● **Your objective**:
Would you restate the entries below word for word, leaving out the images?

● **Dataset excerpts**:
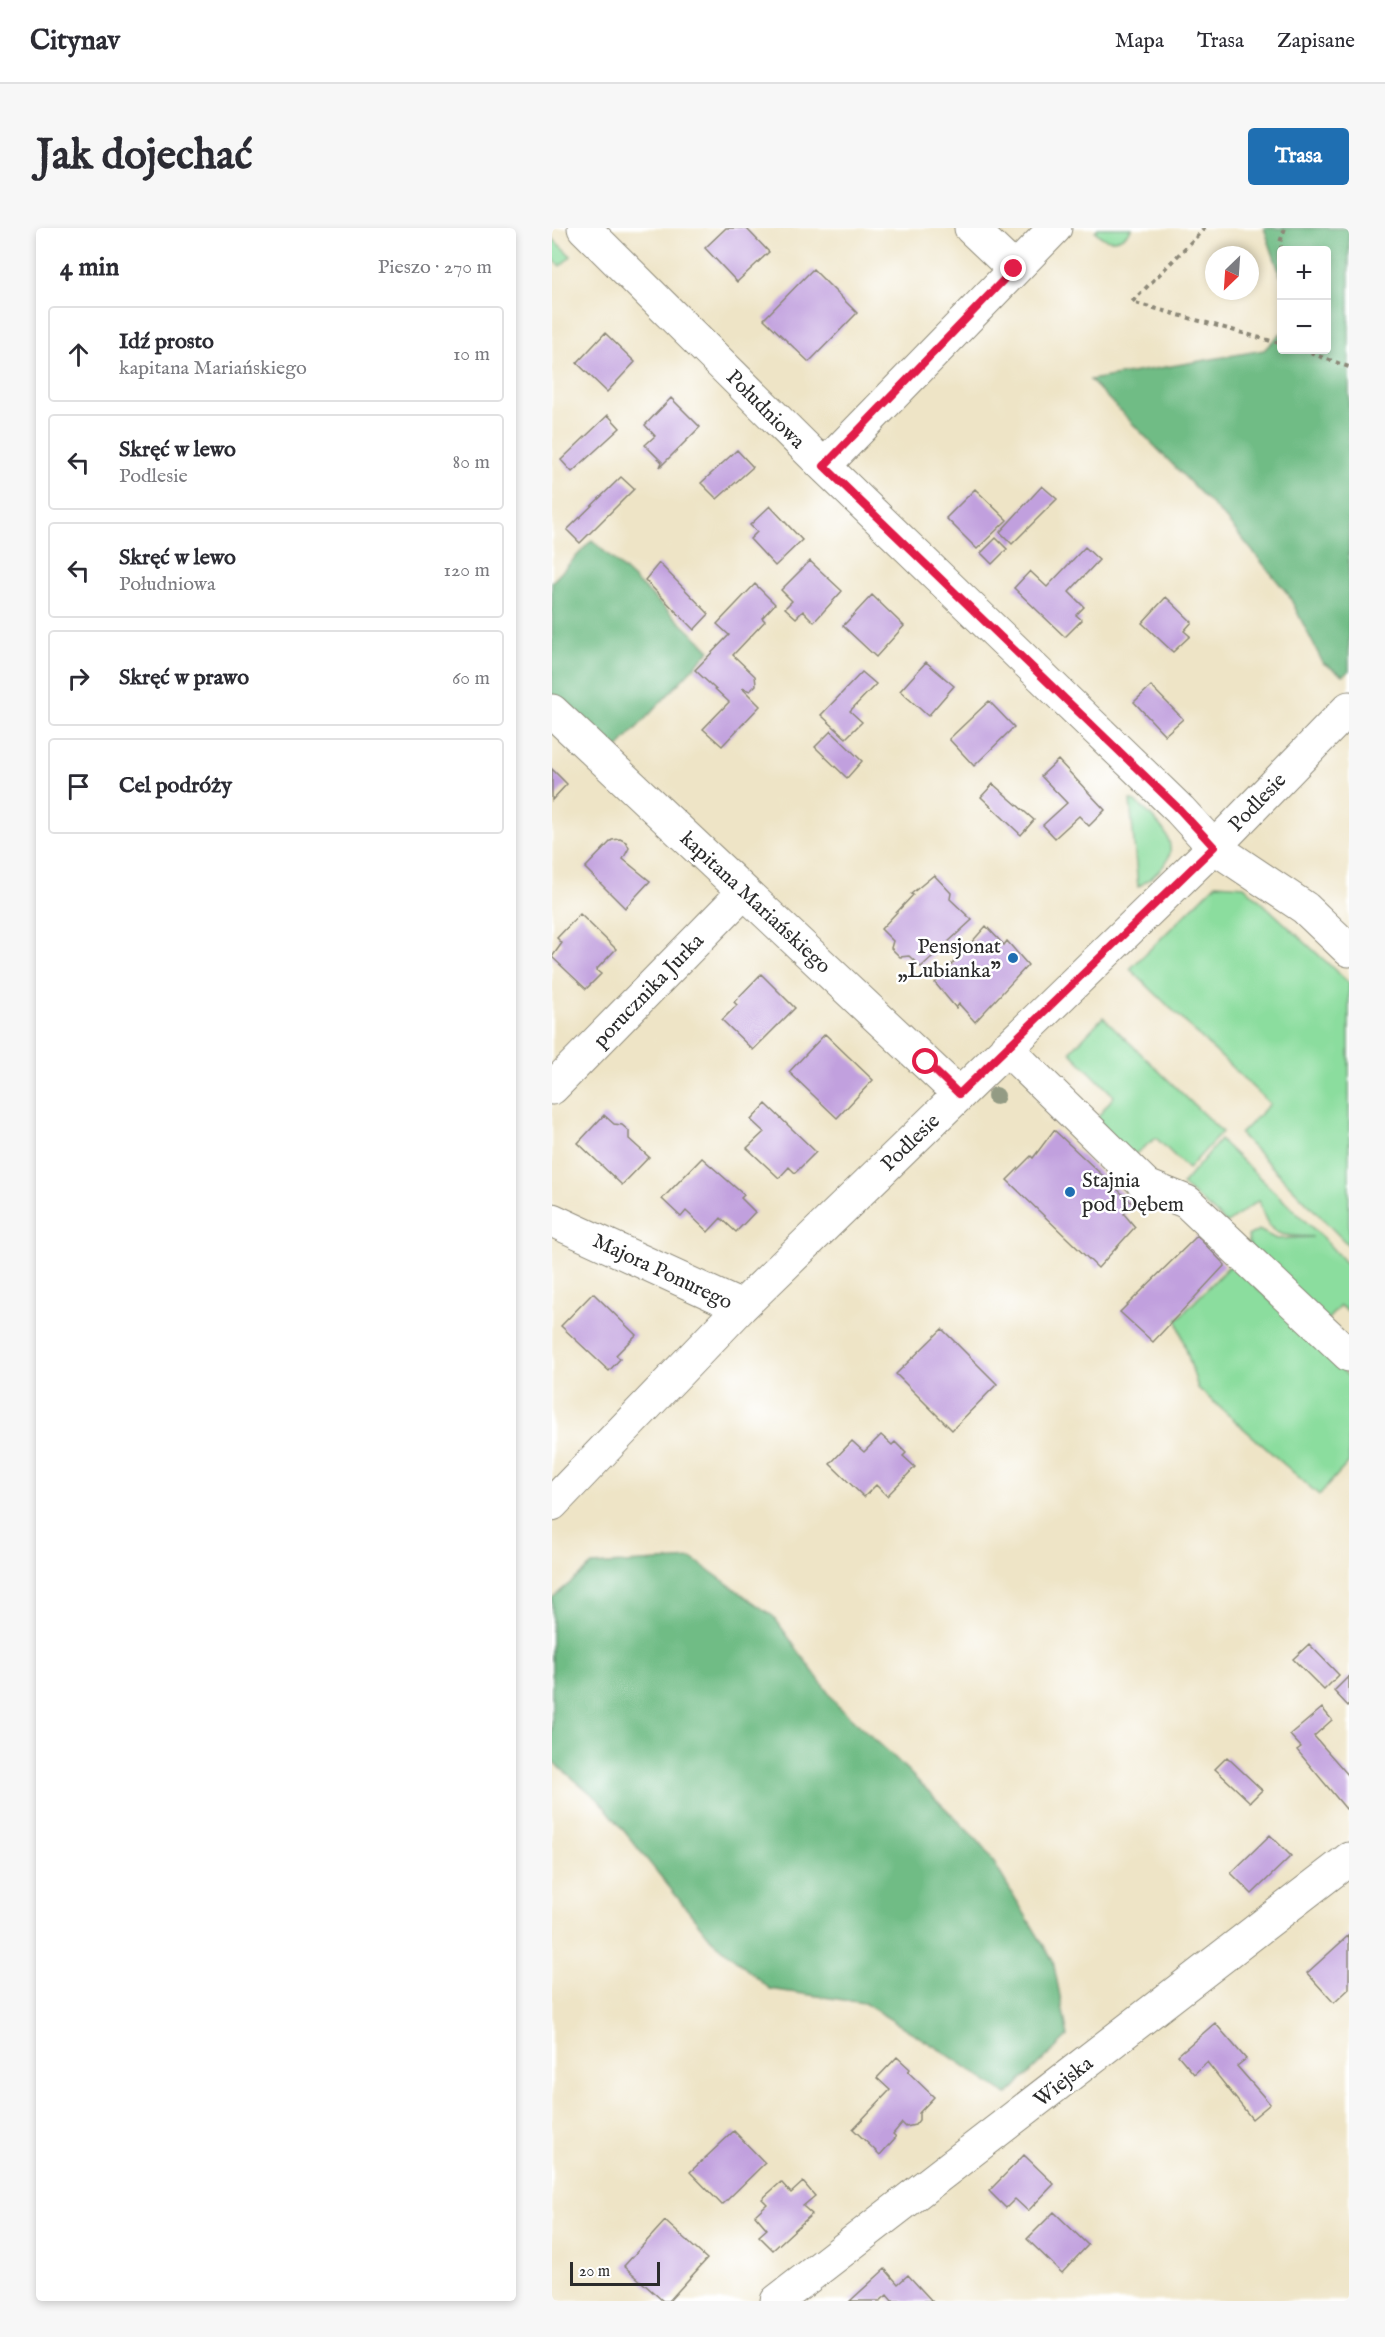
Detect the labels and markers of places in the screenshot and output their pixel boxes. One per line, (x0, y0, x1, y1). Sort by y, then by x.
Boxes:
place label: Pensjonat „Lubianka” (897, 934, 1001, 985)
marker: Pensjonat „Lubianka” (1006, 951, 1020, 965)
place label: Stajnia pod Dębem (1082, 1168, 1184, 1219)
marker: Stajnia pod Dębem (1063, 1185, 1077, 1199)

● **Response**:
Detect the labels and markers of places in the screenshot and output their pixel boxes. One per line, (x0, y0, x1, y1). Sort by y, then by x.
Boxes:
place label: Pensjonat „Lubianka” (897, 934, 1001, 985)
marker: Pensjonat „Lubianka” (1006, 951, 1020, 965)
place label: Stajnia pod Dębem (1082, 1168, 1184, 1219)
marker: Stajnia pod Dębem (1063, 1185, 1077, 1199)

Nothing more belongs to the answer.